» **WORK INSTRUCTION**: Find every line below with the string "content" and pick it out.

· · · · ·

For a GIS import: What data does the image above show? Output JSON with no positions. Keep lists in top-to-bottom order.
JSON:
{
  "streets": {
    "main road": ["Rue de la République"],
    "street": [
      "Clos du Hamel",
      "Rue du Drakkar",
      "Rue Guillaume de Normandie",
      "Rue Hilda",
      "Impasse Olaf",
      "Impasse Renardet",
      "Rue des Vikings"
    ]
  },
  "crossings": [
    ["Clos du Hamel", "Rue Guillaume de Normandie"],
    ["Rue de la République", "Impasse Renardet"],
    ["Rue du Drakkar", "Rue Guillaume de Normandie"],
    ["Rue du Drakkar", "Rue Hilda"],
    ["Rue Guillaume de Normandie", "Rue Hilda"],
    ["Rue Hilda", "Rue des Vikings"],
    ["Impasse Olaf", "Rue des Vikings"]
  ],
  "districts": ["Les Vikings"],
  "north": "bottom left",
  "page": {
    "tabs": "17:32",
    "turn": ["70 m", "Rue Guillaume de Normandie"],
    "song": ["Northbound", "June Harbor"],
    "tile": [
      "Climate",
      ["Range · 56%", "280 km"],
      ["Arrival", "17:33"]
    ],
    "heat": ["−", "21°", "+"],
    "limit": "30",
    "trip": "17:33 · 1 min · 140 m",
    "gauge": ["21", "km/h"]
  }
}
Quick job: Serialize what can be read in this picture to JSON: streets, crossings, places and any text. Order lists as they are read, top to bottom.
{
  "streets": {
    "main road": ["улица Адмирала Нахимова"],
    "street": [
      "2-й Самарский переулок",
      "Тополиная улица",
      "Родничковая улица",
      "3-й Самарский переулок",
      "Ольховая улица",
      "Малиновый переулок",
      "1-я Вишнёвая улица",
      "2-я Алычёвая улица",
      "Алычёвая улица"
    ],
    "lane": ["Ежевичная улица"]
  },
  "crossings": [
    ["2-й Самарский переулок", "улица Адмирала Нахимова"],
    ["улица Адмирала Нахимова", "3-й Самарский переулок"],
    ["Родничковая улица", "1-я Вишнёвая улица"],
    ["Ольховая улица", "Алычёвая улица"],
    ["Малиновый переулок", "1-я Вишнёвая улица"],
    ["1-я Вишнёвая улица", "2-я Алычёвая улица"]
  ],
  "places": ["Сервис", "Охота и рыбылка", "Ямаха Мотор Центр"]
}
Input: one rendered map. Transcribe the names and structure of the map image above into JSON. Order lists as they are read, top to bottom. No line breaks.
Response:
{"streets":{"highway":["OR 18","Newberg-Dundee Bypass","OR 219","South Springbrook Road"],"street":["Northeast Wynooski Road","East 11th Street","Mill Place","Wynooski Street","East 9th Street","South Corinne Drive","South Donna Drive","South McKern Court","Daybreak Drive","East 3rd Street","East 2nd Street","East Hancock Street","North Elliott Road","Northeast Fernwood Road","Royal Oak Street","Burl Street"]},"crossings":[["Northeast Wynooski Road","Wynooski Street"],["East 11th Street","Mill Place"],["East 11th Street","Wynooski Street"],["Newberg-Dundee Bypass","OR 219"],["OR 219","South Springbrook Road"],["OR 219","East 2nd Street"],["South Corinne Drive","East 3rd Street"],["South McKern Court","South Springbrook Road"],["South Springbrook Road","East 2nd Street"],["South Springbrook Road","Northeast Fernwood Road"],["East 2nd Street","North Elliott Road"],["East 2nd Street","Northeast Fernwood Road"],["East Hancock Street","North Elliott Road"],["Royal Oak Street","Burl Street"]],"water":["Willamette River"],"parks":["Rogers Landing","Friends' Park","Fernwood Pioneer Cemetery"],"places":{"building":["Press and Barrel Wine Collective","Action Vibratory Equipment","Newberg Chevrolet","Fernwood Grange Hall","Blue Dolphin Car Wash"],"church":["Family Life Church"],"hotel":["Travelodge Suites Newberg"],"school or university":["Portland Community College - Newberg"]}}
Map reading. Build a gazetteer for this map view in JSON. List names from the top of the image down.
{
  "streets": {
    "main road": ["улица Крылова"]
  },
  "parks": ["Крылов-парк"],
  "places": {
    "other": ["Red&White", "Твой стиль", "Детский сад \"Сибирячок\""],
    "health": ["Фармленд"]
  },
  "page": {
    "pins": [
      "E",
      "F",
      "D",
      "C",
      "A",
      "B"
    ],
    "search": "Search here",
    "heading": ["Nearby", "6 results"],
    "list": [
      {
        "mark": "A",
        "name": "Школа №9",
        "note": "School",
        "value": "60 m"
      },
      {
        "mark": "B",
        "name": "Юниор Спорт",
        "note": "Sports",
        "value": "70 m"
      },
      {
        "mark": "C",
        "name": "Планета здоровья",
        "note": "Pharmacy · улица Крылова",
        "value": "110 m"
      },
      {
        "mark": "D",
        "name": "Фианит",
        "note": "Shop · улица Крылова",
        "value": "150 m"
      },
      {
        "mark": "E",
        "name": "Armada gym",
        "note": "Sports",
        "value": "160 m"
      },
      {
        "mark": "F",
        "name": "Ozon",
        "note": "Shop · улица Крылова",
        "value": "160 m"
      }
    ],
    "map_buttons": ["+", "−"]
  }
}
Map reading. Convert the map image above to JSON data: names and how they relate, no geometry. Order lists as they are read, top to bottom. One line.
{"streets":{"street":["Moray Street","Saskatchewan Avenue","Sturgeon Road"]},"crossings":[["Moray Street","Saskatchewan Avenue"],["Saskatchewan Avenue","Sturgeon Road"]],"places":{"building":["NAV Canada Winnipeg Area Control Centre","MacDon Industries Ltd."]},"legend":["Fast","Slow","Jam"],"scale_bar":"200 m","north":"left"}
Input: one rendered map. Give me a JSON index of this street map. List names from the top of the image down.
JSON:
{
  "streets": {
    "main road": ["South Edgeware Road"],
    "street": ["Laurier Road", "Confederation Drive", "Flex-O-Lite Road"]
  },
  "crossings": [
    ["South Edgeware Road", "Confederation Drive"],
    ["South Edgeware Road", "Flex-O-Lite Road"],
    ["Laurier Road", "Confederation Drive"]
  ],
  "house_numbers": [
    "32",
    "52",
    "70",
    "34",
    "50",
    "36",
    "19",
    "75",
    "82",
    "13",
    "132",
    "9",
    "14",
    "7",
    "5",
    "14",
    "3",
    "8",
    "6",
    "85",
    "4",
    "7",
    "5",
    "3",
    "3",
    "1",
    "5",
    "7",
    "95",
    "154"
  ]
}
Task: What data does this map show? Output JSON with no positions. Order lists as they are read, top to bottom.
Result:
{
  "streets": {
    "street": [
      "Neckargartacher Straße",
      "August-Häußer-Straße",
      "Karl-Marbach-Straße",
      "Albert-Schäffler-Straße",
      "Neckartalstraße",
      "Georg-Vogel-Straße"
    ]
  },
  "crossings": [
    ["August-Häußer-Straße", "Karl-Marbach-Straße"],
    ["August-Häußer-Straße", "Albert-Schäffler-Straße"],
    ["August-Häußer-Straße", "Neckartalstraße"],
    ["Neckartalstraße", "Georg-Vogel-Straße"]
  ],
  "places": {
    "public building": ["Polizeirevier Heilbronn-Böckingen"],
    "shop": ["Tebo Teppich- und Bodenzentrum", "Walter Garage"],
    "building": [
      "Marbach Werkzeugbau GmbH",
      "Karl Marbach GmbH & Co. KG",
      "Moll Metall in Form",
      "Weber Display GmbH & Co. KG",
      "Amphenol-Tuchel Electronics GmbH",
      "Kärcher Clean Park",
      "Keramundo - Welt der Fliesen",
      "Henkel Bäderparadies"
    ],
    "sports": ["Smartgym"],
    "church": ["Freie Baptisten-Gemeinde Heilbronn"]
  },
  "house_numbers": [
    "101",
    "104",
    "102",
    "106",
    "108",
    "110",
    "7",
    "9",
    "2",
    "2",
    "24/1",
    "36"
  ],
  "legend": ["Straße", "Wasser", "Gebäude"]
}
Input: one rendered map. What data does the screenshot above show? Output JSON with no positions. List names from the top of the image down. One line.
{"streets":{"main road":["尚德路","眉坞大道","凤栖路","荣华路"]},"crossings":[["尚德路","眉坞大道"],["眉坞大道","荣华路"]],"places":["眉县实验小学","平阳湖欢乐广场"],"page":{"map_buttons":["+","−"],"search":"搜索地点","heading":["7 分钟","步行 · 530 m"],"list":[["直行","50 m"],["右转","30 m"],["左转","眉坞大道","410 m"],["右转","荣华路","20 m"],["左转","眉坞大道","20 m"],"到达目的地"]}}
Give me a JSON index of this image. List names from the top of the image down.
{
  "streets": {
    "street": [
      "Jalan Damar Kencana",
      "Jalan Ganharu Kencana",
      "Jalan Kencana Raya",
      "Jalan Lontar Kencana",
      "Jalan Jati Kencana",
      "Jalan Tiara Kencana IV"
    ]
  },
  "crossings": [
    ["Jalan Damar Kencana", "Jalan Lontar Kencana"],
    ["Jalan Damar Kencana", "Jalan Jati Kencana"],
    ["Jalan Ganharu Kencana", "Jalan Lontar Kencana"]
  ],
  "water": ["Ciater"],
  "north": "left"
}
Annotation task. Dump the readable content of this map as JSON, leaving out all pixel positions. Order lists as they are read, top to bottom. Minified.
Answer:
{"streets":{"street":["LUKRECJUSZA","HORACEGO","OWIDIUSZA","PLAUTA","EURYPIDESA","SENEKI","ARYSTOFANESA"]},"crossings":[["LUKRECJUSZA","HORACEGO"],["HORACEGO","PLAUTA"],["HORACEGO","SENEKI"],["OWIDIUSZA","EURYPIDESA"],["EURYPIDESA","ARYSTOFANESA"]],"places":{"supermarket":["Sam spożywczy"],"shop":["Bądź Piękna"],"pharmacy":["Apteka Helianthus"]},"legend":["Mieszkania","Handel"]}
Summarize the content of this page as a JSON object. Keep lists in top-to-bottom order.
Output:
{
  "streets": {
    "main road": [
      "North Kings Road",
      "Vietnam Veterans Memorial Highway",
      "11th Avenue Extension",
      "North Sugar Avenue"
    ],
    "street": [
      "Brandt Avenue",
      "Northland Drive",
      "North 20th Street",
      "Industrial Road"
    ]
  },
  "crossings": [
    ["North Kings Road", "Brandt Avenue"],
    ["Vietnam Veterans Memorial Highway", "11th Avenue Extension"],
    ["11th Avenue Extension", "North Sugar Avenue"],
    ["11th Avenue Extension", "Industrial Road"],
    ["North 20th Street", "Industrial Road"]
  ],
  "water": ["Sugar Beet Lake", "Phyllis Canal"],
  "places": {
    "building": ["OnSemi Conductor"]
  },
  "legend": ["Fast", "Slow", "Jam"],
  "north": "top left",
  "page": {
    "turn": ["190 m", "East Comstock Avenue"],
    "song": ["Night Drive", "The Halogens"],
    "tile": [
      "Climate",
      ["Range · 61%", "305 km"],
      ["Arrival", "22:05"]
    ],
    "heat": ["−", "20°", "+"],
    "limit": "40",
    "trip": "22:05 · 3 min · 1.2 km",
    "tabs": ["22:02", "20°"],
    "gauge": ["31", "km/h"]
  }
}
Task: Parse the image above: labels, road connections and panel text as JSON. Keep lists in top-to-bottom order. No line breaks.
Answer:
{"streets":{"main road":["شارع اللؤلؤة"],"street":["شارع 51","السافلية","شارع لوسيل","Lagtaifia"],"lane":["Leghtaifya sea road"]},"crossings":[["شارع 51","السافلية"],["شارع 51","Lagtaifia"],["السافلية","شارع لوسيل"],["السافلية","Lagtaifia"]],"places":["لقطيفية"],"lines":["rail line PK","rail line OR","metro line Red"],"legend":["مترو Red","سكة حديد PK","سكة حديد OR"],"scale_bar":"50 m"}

· · · · ·

» **EXERCISE OUTPUT**:
Annotation task. Dump the readable content of this map as JSON, leaving out all pixel positions. Order lists as they are read, top to bottom. Minified.
Summarize the content of this page as a JSON object. Keep lists in top-to-bottom order.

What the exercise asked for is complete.